**Assignment**
Count how many lines of the data include the string "Start", then say that number and stop.

**Dataset excerpts**

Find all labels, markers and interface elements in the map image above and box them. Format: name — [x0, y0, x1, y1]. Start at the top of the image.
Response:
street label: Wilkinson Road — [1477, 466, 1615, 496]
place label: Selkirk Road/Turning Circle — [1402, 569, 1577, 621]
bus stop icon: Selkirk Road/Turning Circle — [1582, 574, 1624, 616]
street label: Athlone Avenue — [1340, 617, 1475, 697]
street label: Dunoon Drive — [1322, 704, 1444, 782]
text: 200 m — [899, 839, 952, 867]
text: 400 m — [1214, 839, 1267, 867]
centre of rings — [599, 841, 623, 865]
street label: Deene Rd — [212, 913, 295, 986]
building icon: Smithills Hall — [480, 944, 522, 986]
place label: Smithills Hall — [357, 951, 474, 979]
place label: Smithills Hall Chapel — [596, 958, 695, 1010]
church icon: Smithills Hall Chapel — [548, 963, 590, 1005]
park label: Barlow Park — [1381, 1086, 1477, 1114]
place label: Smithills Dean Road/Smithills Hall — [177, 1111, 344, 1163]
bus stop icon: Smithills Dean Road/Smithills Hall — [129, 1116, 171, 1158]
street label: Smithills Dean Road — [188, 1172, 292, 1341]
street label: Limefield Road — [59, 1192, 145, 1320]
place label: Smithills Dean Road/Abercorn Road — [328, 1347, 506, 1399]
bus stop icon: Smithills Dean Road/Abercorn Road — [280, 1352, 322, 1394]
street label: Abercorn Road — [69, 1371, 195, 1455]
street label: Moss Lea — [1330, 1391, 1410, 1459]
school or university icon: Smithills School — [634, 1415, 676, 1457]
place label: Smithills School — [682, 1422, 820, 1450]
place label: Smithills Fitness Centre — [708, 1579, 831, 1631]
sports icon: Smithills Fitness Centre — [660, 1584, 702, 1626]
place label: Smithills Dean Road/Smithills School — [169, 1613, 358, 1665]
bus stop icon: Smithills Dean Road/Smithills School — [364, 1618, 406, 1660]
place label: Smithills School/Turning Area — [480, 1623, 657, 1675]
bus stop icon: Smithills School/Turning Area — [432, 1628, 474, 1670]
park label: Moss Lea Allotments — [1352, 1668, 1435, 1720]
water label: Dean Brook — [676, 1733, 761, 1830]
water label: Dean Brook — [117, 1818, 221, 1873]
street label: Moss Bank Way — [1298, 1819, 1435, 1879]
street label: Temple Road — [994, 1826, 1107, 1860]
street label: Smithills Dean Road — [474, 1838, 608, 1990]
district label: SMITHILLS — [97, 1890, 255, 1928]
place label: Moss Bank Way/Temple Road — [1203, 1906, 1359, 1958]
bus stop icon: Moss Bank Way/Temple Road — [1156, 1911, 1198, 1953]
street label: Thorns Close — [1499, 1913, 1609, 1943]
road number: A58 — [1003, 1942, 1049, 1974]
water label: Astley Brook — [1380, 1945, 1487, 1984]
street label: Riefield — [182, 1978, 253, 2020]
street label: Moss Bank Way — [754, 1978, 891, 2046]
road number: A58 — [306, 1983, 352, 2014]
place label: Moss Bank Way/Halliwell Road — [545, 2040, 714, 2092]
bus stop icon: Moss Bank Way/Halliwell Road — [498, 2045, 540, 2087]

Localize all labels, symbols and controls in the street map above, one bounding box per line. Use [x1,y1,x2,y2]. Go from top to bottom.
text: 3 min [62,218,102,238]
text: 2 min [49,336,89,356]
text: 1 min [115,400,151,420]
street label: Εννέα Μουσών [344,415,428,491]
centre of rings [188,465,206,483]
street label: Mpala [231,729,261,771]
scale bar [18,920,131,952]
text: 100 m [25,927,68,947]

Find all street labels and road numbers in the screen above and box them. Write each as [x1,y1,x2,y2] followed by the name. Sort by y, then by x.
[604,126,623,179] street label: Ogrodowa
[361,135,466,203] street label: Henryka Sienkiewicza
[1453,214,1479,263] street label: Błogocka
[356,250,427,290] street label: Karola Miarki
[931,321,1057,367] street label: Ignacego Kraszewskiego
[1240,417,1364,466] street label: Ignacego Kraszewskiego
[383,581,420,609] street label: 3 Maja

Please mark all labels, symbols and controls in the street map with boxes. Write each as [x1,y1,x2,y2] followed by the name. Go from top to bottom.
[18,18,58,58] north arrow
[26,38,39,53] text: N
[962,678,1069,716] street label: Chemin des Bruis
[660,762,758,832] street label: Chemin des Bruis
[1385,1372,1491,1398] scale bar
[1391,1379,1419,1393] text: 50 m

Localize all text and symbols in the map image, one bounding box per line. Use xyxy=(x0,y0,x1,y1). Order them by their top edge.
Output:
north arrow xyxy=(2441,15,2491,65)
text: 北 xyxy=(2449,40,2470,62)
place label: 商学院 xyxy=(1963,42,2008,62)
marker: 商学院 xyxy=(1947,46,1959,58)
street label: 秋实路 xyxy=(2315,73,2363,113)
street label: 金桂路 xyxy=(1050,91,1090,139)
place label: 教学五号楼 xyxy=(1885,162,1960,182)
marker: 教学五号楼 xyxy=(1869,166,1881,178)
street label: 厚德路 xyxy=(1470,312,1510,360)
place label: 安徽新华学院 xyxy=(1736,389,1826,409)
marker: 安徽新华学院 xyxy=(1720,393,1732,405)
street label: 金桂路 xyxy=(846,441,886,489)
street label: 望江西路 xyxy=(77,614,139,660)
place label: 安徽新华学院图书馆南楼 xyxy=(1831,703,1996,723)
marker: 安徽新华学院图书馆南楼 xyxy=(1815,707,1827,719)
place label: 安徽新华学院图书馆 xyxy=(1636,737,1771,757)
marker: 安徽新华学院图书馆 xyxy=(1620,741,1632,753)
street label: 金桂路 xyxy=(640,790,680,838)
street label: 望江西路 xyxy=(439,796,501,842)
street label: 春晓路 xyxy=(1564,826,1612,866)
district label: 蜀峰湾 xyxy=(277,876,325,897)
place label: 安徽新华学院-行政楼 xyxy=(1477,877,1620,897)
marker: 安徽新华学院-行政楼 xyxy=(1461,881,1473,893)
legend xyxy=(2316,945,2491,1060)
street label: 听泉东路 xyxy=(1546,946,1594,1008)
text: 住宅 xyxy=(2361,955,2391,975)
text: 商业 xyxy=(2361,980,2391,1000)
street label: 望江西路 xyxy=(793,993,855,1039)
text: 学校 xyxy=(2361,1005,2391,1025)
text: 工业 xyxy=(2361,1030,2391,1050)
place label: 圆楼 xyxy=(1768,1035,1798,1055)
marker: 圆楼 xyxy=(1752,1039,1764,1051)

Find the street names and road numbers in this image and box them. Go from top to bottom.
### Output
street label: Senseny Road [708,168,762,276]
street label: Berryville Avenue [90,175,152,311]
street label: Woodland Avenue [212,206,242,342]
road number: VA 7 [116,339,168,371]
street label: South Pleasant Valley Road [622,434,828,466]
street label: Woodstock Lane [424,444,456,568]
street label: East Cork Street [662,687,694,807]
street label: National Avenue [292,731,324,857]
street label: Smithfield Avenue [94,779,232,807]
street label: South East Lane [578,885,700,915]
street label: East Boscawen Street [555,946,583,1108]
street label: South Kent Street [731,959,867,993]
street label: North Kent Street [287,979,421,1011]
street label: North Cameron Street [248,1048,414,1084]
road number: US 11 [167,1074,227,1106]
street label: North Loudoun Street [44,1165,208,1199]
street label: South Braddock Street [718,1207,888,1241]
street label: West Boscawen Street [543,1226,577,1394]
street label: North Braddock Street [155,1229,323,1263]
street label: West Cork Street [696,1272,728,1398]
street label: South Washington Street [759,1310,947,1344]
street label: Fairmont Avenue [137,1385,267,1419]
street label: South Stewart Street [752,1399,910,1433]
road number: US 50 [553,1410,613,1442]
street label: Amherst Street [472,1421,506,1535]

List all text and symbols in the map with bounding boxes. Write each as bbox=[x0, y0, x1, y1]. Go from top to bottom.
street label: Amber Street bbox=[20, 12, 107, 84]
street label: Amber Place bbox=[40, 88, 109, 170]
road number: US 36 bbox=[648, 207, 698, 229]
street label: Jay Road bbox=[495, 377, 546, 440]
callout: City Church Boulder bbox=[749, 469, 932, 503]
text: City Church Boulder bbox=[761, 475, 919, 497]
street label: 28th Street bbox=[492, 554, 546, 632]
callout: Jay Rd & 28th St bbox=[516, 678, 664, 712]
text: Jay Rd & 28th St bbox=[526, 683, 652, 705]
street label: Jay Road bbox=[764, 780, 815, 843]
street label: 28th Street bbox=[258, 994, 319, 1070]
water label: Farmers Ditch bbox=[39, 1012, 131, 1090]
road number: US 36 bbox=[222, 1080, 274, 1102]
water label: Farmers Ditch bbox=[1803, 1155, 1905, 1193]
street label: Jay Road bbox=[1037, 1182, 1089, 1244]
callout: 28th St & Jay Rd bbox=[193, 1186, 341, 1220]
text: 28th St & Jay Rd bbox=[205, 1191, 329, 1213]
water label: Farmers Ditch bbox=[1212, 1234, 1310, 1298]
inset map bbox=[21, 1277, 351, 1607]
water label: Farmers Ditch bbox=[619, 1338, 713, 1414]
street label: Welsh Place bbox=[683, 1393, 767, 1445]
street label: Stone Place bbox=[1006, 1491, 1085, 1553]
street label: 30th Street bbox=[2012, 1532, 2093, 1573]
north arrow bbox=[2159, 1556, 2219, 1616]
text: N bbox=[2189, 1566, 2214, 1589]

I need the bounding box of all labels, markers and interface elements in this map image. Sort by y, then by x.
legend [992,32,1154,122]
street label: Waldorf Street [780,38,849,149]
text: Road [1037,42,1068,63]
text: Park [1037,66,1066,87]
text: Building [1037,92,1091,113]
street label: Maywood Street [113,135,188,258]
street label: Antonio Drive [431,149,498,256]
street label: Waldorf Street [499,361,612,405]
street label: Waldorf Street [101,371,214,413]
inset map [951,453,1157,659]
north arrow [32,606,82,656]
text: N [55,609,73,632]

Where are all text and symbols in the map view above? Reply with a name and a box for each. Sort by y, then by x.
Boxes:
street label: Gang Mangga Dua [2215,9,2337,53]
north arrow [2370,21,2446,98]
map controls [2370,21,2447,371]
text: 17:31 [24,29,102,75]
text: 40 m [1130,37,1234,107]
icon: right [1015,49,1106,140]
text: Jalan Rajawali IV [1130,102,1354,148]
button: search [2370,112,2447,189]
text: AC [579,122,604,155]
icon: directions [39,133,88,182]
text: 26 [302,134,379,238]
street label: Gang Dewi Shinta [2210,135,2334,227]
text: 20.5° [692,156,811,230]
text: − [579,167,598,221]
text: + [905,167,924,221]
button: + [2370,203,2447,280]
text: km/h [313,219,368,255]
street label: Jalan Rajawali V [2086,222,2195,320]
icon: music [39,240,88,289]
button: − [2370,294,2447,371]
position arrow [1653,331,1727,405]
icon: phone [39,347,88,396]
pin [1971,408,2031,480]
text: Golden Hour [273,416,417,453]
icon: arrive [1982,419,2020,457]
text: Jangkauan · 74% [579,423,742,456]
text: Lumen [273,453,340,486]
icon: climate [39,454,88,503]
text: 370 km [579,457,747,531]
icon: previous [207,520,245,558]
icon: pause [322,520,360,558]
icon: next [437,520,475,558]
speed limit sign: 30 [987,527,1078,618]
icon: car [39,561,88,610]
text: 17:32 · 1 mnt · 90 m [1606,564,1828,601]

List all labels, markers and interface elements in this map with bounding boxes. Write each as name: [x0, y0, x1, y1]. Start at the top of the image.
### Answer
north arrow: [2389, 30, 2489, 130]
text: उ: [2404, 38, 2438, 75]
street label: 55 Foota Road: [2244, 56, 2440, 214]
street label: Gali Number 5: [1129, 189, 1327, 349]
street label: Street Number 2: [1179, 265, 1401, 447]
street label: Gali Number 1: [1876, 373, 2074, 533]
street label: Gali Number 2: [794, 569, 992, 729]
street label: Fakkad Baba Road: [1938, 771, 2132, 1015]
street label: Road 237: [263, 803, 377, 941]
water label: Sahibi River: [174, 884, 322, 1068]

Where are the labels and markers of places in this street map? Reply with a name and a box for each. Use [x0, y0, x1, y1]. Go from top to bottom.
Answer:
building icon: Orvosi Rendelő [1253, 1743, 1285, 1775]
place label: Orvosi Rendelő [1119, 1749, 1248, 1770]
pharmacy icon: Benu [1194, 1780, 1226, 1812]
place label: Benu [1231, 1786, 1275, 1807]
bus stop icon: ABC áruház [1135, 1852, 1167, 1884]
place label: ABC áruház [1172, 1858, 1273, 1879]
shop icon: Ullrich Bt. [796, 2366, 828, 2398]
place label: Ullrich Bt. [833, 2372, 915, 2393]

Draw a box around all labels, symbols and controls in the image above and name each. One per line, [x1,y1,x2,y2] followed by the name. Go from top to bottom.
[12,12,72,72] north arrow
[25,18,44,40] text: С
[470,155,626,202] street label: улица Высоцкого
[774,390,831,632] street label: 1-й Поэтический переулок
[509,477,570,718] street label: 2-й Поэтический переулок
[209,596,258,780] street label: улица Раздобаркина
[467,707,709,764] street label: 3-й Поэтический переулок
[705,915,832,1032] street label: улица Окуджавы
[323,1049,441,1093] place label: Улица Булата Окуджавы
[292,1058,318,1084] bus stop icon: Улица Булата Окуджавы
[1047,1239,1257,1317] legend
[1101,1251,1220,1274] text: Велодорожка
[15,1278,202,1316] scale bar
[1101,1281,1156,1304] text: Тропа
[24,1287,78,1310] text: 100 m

**Exercise response**
2